По-видимому, к Смоленской губернии относится следующее известие одного англичанина о крестьянах трех имений. В одном из них, управляемом шотландцем, где с крестьянами обращались очень хорошо, они, услышав о приближении армии Наполеона, только прекратили все работы. Напротив, в двух соседних имениях они ворвались в господские дома, разбили дорогие зеркала, разграбили винные погреба, оборвали фрукты в теплицах и оранжереях; крестьяне говорили, что (по приходе французов), вся собственность господ будет принадлежать им. Некоторые даже думали, что они поменяются местами со своими господами, и те станут их крепостными. Das oestliche Europa, I, 74—75….
Ненависть к дворянам продолжала тлеть в народной среде, со времен пугачевщины до 1812 г. прошло всего 37 лет. Сами дворяне инстинктивно чувствовали эту ненависть и боялись ее чрезвычайно.

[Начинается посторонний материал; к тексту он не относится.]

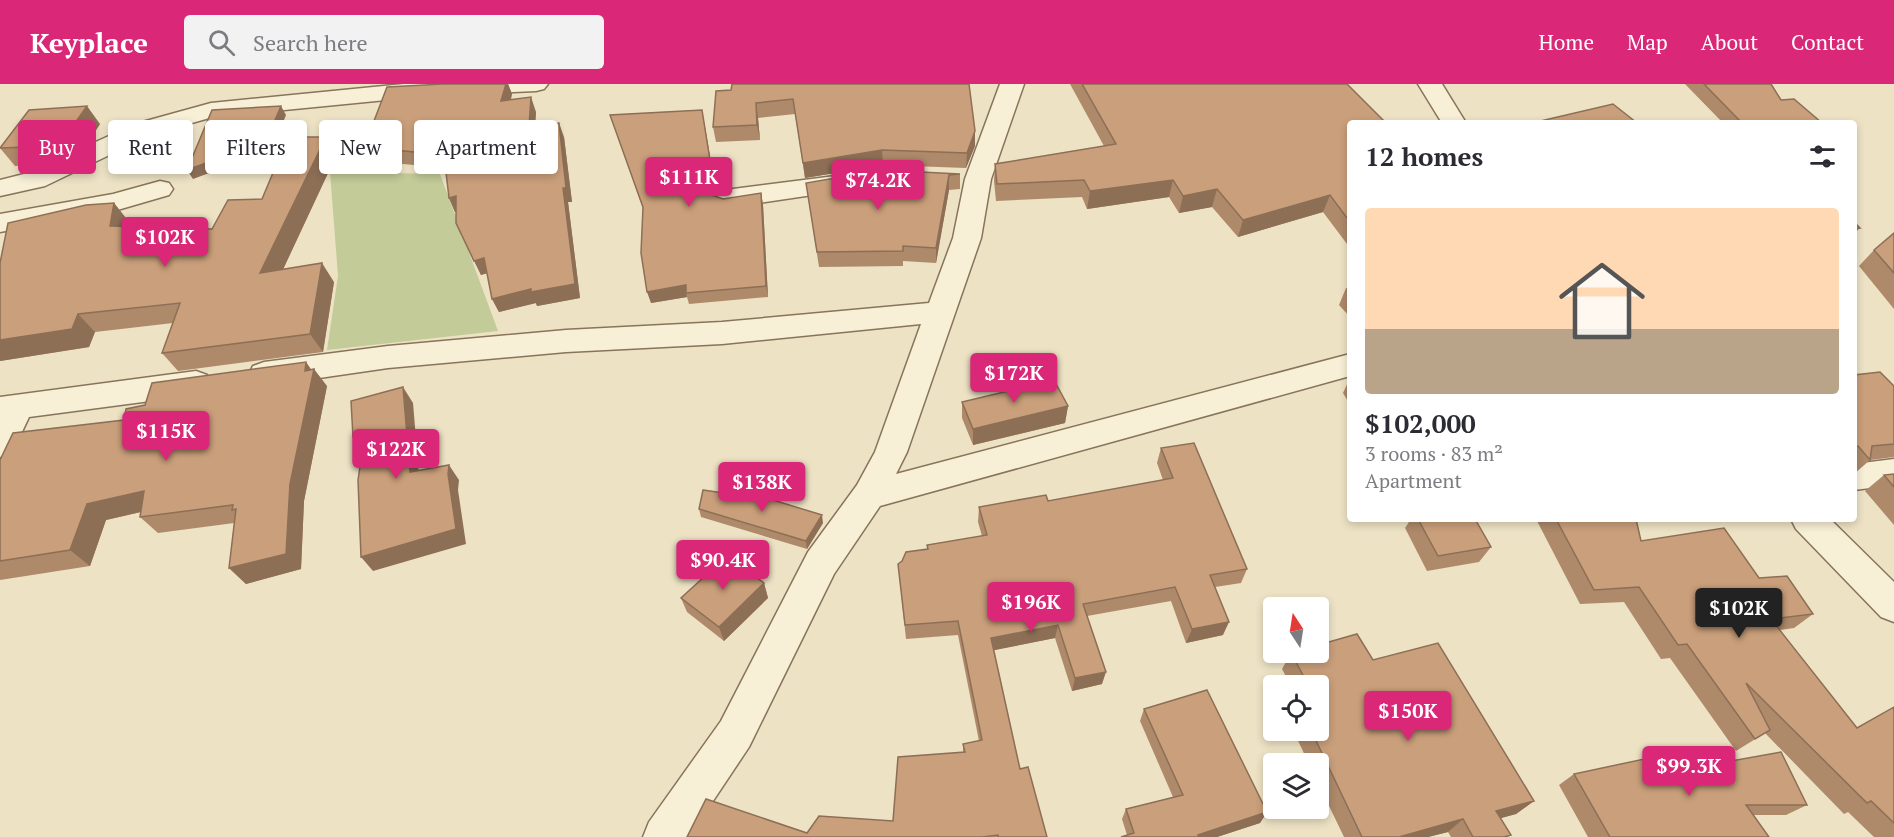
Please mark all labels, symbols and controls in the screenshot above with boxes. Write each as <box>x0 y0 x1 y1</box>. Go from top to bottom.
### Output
search box <box>184 15 604 69</box>
text: Keyplace <box>30 24 148 61</box>
icon: search <box>205 26 238 59</box>
text: Search here <box>253 28 368 57</box>
text: Home <box>1538 28 1594 56</box>
text: Map <box>1627 28 1668 56</box>
text: About <box>1701 28 1758 56</box>
text: Contact <box>1791 28 1864 56</box>
chip: Buy <box>18 120 96 174</box>
chip: Rent <box>108 120 193 174</box>
chip: Filters <box>205 120 307 174</box>
chip: New <box>319 120 402 174</box>
chip: Apartment <box>414 120 558 174</box>
text: 12 homes <box>1365 139 1483 173</box>
icon: filters <box>1806 140 1839 173</box>
pin: $111K <box>647 157 731 208</box>
pin: $74.2K <box>829 160 927 211</box>
text: $111K <box>659 163 719 190</box>
text: $74.2K <box>845 166 911 193</box>
pin: $102K <box>123 217 207 268</box>
text: $102K <box>135 223 195 250</box>
icon: home <box>1548 247 1656 355</box>
pin: $172K <box>972 353 1056 404</box>
text: $172K <box>984 359 1044 386</box>
text: $102,000 <box>1365 406 1476 440</box>
pin: $115K <box>124 411 208 462</box>
text: $115K <box>136 417 196 444</box>
pin: $122K <box>354 429 438 480</box>
text: $122K <box>366 435 426 462</box>
text: 3 rooms · 83 m² <box>1365 440 1503 467</box>
pin: $138K <box>720 462 804 513</box>
text: Apartment <box>1365 467 1462 494</box>
text: $138K <box>732 468 792 495</box>
pin: $90.4K <box>674 540 772 591</box>
text: $90.4K <box>690 546 756 573</box>
pin: $196K <box>989 582 1073 633</box>
text: $196K <box>1001 588 1061 615</box>
pin: $102K <box>1697 588 1781 639</box>
text: $102K <box>1709 594 1769 621</box>
north arrow <box>1263 597 1329 663</box>
map controls <box>1263 597 1329 819</box>
button: locate <box>1263 675 1329 741</box>
pin: $150K <box>1366 691 1450 742</box>
text: $150K <box>1378 697 1438 724</box>
pin: $99.3K <box>1640 746 1738 797</box>
text: $99.3K <box>1656 752 1722 779</box>
button: layers <box>1263 753 1329 819</box>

Числом восстаний нельзя оценить размах антикрепостнических настроений в 1812 г. Из мемуаров видно, что надежда на волю от Бонапарта была чрезвычайно распространена. Мемуарист из московского простонародья собственными ушами слышал от подмосковных крестьян, которым баре приказывали заготовить лошадей: «Как же! Станем мы лошадей готовить про господское добро. Придет Бонапарт, нам волю даст, а господ мы более знать не хотим!», лишь убедившись, что французы грабят, а воли не дают, эти крестьяне ушли в лес. (Рассказы о двенадцатом годе, собранные Т. Толычевой. М., 1912.)
Бывшая крепостная А.А. Сазонова вспоминала, что «народ очень на господ роптал», москвич Г.Я. Козловский, переживший оккупацию Москвы, утверждал, что он боялся русских мужиков гораздо более французов. Д.М. Волконский в своём дневнике 10 сентября 1812 г. с ужасом отметил, что народ уже готов к волнению. Маршал Л.Г. Сен-Сир был совершенно прав, когда писал, что война 1812 г. продемонстрировала внутреннюю слабость России, просто французы ею не воспользовались. В отечественной историографии часто повторяют миф о том, что в 1812 г. народ с радостью шел в армию. Основан он на воспоминаниях представителей дворянства. Приведем ценнейшее свидетельство из дневника ростовского чиновника М.И. Маракуева, запись от 12 июля 1812 г.: "Император Александр приехал в Кремль, собралось огромное количество народа, вдруг распространился слух о том, что прикажут «запереть все ворота и брать каждого силой в солдаты. Едва эта молва промчалась, как чернь ринулась вон и в несколько минут Кремль опустел. Из Кремля разнеслось эхо по всей Москве и множество черного народа из нее разбежалось». Это произошло в присутствии самого императора! На следующий день за Москвой он встретил толпы мужиков, бежавших из столицы. Они спрашивали его, не берут ли в Москве в солдаты".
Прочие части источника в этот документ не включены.